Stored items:
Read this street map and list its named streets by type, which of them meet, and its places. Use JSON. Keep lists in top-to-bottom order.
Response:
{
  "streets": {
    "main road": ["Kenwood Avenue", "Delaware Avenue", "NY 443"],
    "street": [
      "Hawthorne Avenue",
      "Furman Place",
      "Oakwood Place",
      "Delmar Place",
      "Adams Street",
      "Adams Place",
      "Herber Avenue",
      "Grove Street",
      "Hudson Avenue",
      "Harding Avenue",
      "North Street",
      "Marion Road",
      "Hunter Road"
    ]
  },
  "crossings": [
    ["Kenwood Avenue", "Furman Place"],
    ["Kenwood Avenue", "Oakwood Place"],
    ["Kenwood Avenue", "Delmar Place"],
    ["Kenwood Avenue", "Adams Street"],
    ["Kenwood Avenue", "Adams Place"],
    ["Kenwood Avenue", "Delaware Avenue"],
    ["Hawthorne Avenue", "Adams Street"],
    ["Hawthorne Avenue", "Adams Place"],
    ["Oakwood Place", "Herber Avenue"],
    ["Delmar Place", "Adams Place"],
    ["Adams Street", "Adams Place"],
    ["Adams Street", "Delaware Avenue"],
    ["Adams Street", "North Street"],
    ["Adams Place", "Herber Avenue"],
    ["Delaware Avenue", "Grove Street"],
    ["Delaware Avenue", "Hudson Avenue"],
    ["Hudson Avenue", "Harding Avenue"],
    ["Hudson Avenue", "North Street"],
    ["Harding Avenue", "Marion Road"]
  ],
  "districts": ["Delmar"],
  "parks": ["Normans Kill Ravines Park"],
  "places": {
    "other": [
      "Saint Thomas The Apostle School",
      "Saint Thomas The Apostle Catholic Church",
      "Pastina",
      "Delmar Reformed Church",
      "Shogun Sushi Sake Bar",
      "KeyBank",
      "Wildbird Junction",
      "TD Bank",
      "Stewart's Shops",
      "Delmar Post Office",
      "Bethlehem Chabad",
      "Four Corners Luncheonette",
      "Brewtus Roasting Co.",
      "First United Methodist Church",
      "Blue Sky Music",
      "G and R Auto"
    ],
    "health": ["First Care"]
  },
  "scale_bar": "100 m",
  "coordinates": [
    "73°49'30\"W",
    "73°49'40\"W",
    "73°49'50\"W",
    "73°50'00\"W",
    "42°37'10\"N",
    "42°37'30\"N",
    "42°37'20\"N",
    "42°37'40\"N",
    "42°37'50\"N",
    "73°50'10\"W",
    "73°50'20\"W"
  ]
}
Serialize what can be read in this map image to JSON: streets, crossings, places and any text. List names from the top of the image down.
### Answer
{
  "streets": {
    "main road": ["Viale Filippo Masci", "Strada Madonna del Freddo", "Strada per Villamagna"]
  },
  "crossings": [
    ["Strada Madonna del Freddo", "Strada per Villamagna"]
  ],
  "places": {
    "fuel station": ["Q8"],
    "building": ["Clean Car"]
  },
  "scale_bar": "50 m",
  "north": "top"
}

◆ What you are asked to do ◆
The response should consist of all the entries, transcribed exactly.

◆ Written solution ◆
Read this street map and list its named streets by type, which of them meet, and its places. Use JSON. Keep lists in top-to-bottom order.
Response:
{
  "streets": {
    "main road": ["Kenwood Avenue", "Delaware Avenue", "NY 443"],
    "street": [
      "Hawthorne Avenue",
      "Furman Place",
      "Oakwood Place",
      "Delmar Place",
      "Adams Street",
      "Adams Place",
      "Herber Avenue",
      "Grove Street",
      "Hudson Avenue",
      "Harding Avenue",
      "North Street",
      "Marion Road",
      "Hunter Road"
    ]
  },
  "crossings": [
    ["Kenwood Avenue", "Furman Place"],
    ["Kenwood Avenue", "Oakwood Place"],
    ["Kenwood Avenue", "Delmar Place"],
    ["Kenwood Avenue", "Adams Street"],
    ["Kenwood Avenue", "Adams Place"],
    ["Kenwood Avenue", "Delaware Avenue"],
    ["Hawthorne Avenue", "Adams Street"],
    ["Hawthorne Avenue", "Adams Place"],
    ["Oakwood Place", "Herber Avenue"],
    ["Delmar Place", "Adams Place"],
    ["Adams Street", "Adams Place"],
    ["Adams Street", "Delaware Avenue"],
    ["Adams Street", "North Street"],
    ["Adams Place", "Herber Avenue"],
    ["Delaware Avenue", "Grove Street"],
    ["Delaware Avenue", "Hudson Avenue"],
    ["Hudson Avenue", "Harding Avenue"],
    ["Hudson Avenue", "North Street"],
    ["Harding Avenue", "Marion Road"]
  ],
  "districts": ["Delmar"],
  "parks": ["Normans Kill Ravines Park"],
  "places": {
    "other": [
      "Saint Thomas The Apostle School",
      "Saint Thomas The Apostle Catholic Church",
      "Pastina",
      "Delmar Reformed Church",
      "Shogun Sushi Sake Bar",
      "KeyBank",
      "Wildbird Junction",
      "TD Bank",
      "Stewart's Shops",
      "Delmar Post Office",
      "Bethlehem Chabad",
      "Four Corners Luncheonette",
      "Brewtus Roasting Co.",
      "First United Methodist Church",
      "Blue Sky Music",
      "G and R Auto"
    ],
    "health": ["First Care"]
  },
  "scale_bar": "100 m",
  "coordinates": [
    "73°49'30\"W",
    "73°49'40\"W",
    "73°49'50\"W",
    "73°50'00\"W",
    "42°37'10\"N",
    "42°37'30\"N",
    "42°37'20\"N",
    "42°37'40\"N",
    "42°37'50\"N",
    "73°50'10\"W",
    "73°50'20\"W"
  ]
}
Serialize what can be read in this map image to JSON: streets, crossings, places and any text. List names from the top of the image down.
### Answer
{
  "streets": {
    "main road": ["Viale Filippo Masci", "Strada Madonna del Freddo", "Strada per Villamagna"]
  },
  "crossings": [
    ["Strada Madonna del Freddo", "Strada per Villamagna"]
  ],
  "places": {
    "fuel station": ["Q8"],
    "building": ["Clean Car"]
  },
  "scale_bar": "50 m",
  "north": "top"
}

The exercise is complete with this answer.